Note every line in the entries that contains the string "them", and copy it.

## Information shown

------

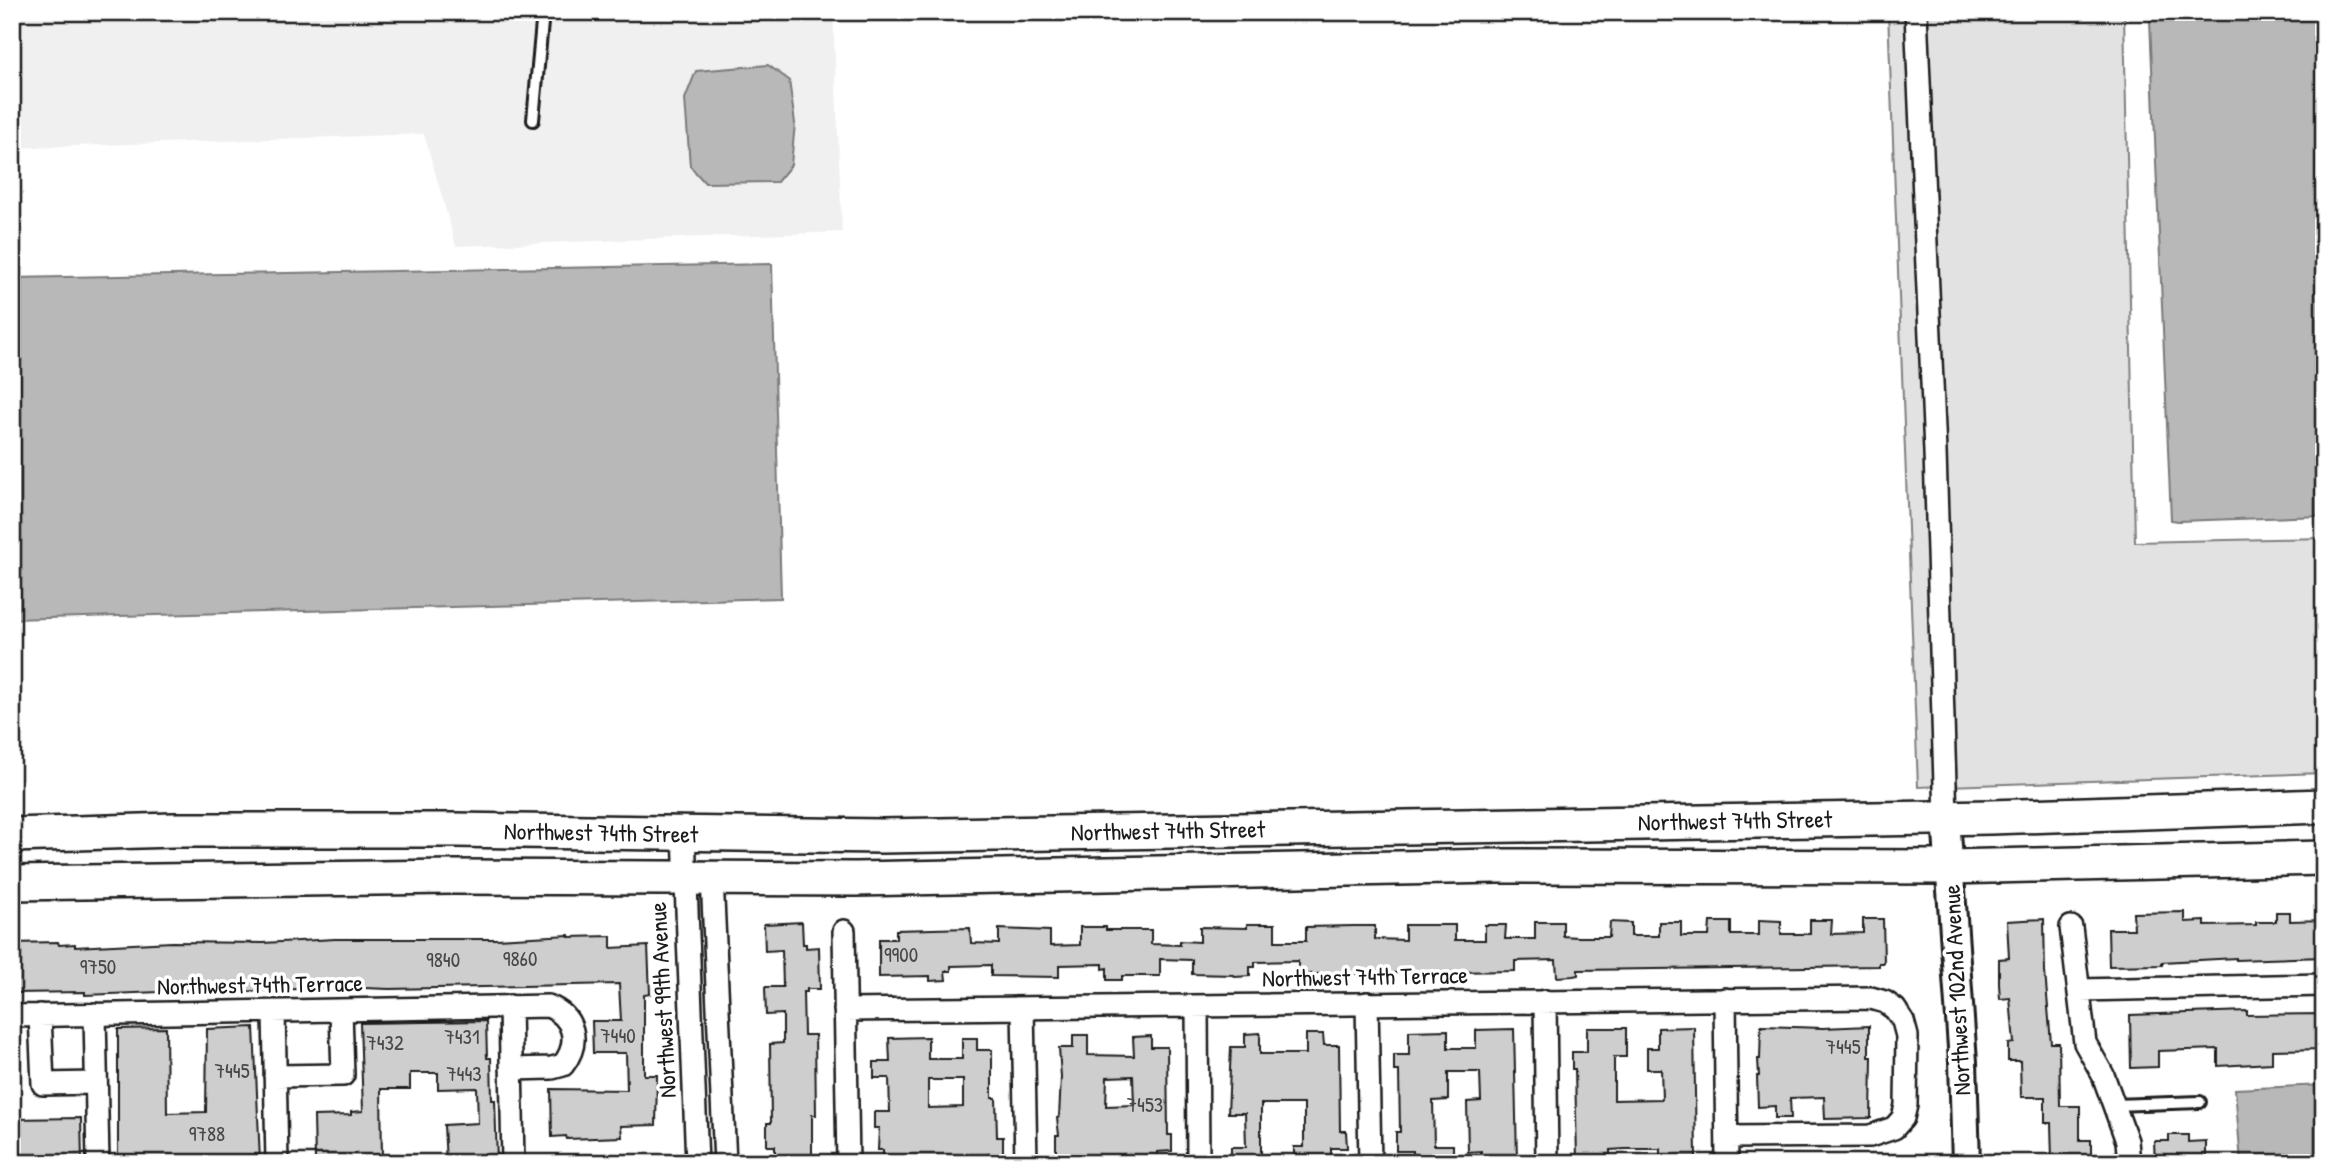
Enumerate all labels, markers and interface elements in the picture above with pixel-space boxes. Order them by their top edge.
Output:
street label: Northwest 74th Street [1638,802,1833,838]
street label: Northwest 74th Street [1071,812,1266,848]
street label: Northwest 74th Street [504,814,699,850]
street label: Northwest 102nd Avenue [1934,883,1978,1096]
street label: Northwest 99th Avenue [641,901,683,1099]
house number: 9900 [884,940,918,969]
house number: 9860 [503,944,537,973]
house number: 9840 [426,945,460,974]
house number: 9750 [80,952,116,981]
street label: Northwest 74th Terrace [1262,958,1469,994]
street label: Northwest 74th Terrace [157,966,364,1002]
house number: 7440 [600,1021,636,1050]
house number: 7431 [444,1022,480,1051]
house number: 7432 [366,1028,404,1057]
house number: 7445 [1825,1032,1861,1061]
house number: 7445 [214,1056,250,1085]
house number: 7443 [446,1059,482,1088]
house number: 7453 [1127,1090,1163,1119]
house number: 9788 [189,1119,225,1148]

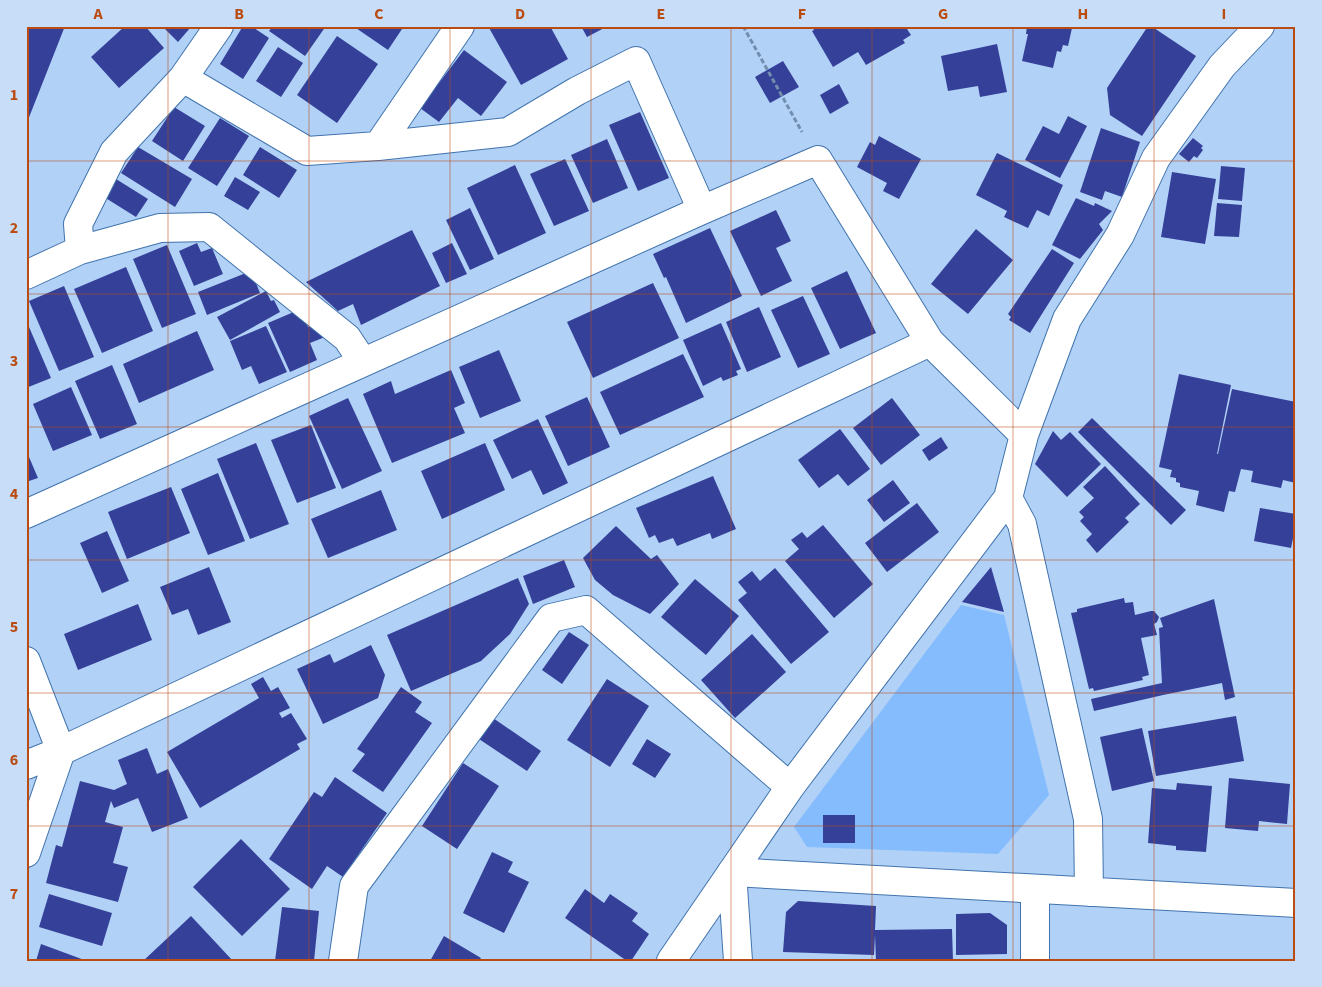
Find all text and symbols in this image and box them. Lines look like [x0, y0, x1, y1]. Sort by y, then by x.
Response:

------

## Solution for this exercise
Enumerate all labels, markers and interface elements in the picture above with pixel-space boxes. Order them by their top edge.
Find all text and symbols in this image and box them. Lines look like [x0, y0, x1, y1]. Sort by y, then by x.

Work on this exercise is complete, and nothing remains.